• **What the task asks**
Every line below that has "JSON" in it should be copied.

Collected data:
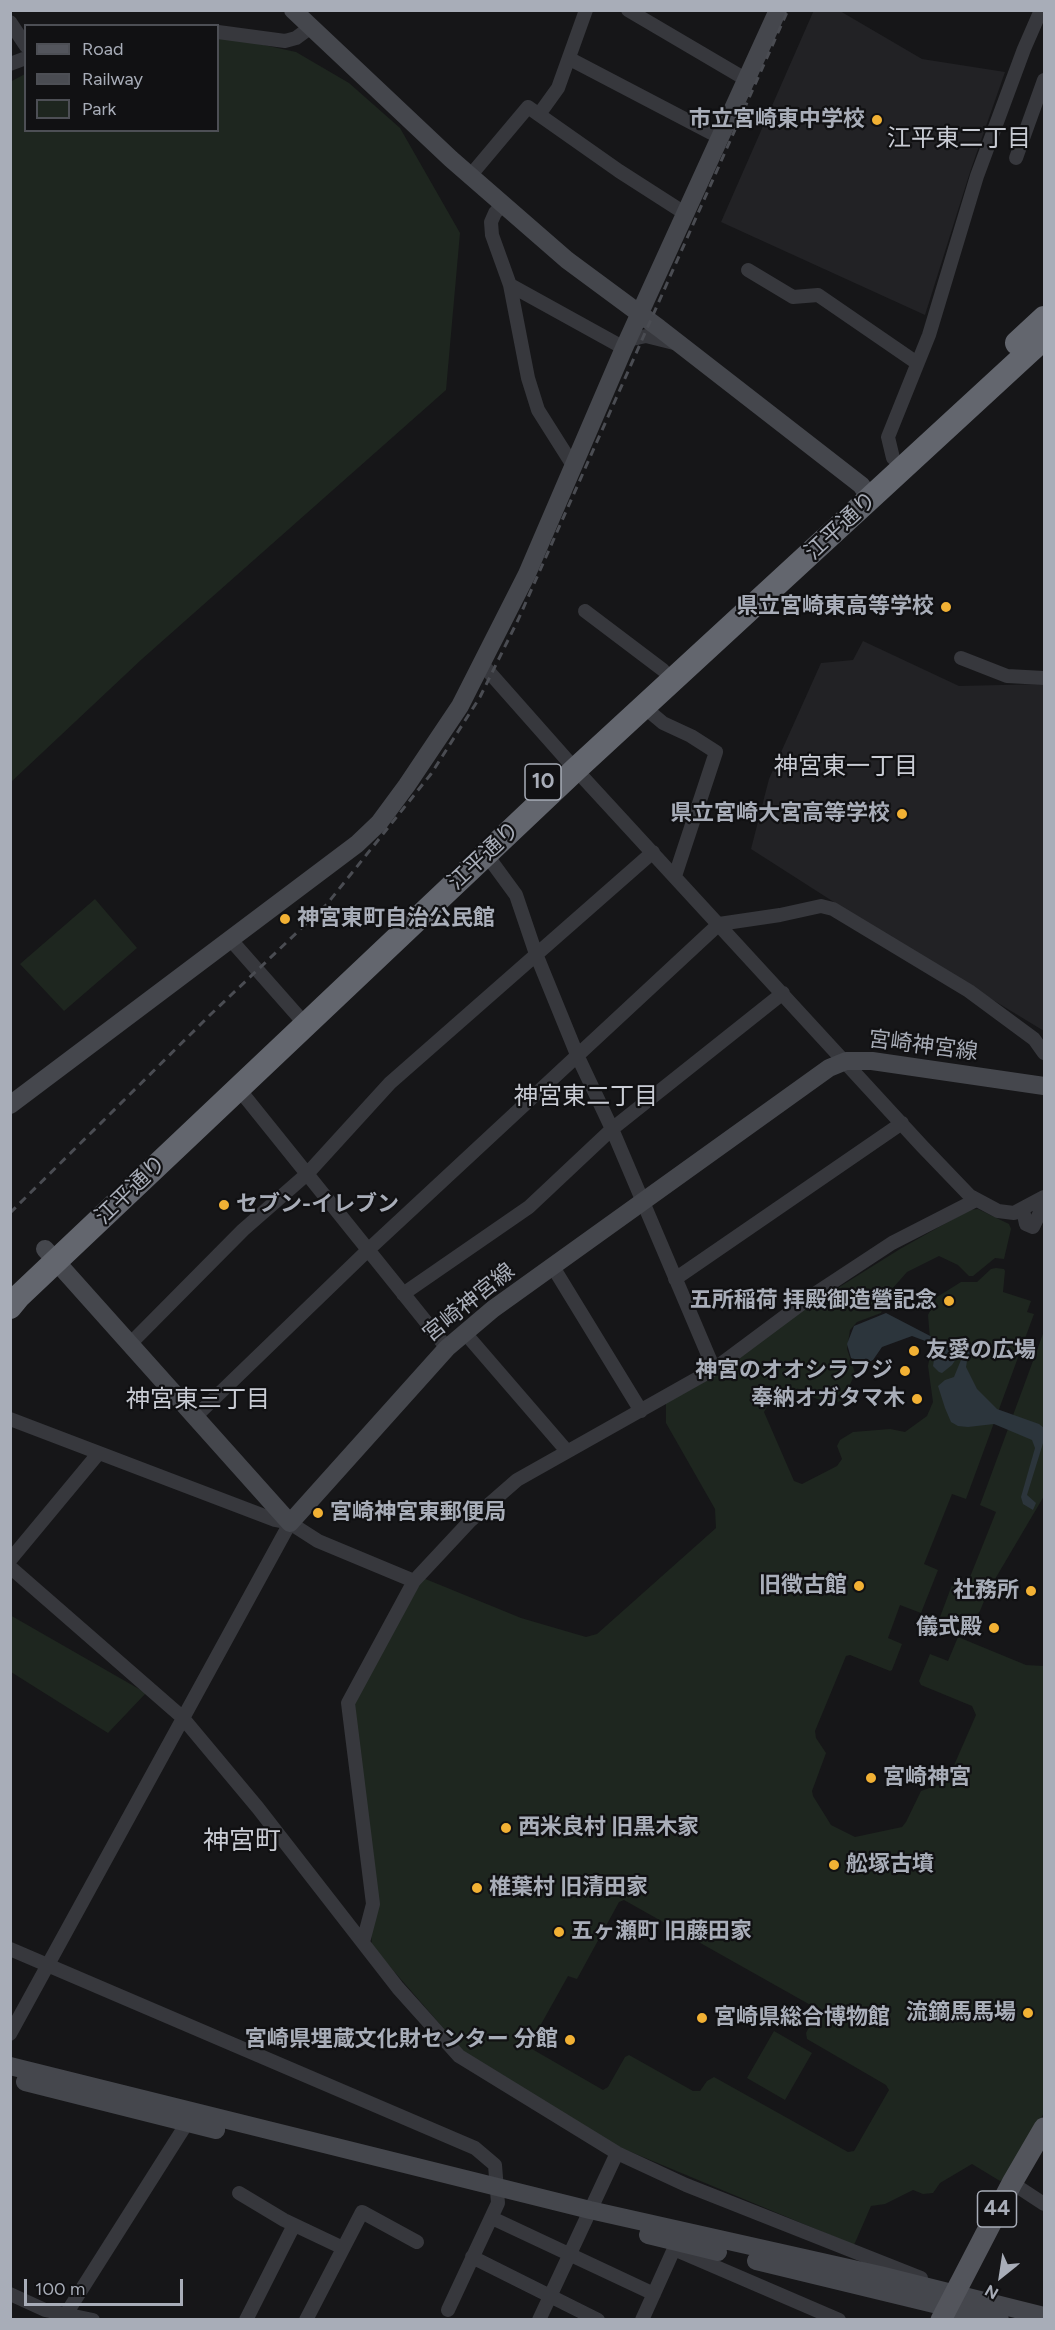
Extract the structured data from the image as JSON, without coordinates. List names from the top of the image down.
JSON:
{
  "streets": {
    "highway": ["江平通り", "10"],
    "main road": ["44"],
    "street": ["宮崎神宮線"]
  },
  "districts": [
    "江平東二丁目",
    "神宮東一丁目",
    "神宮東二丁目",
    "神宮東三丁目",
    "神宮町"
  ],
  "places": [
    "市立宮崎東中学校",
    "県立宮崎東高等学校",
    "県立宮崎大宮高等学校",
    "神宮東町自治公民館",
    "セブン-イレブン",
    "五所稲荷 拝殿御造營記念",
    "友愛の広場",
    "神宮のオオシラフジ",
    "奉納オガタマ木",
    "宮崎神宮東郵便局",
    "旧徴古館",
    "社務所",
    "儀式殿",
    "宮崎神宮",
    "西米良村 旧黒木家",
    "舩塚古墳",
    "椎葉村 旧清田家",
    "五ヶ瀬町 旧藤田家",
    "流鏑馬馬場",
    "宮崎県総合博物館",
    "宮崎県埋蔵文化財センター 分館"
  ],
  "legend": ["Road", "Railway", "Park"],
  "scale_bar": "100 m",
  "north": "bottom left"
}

• **Task answer**
Extract the structured data from the image as JSON, without coordinates. List names from the top of the image down.
JSON:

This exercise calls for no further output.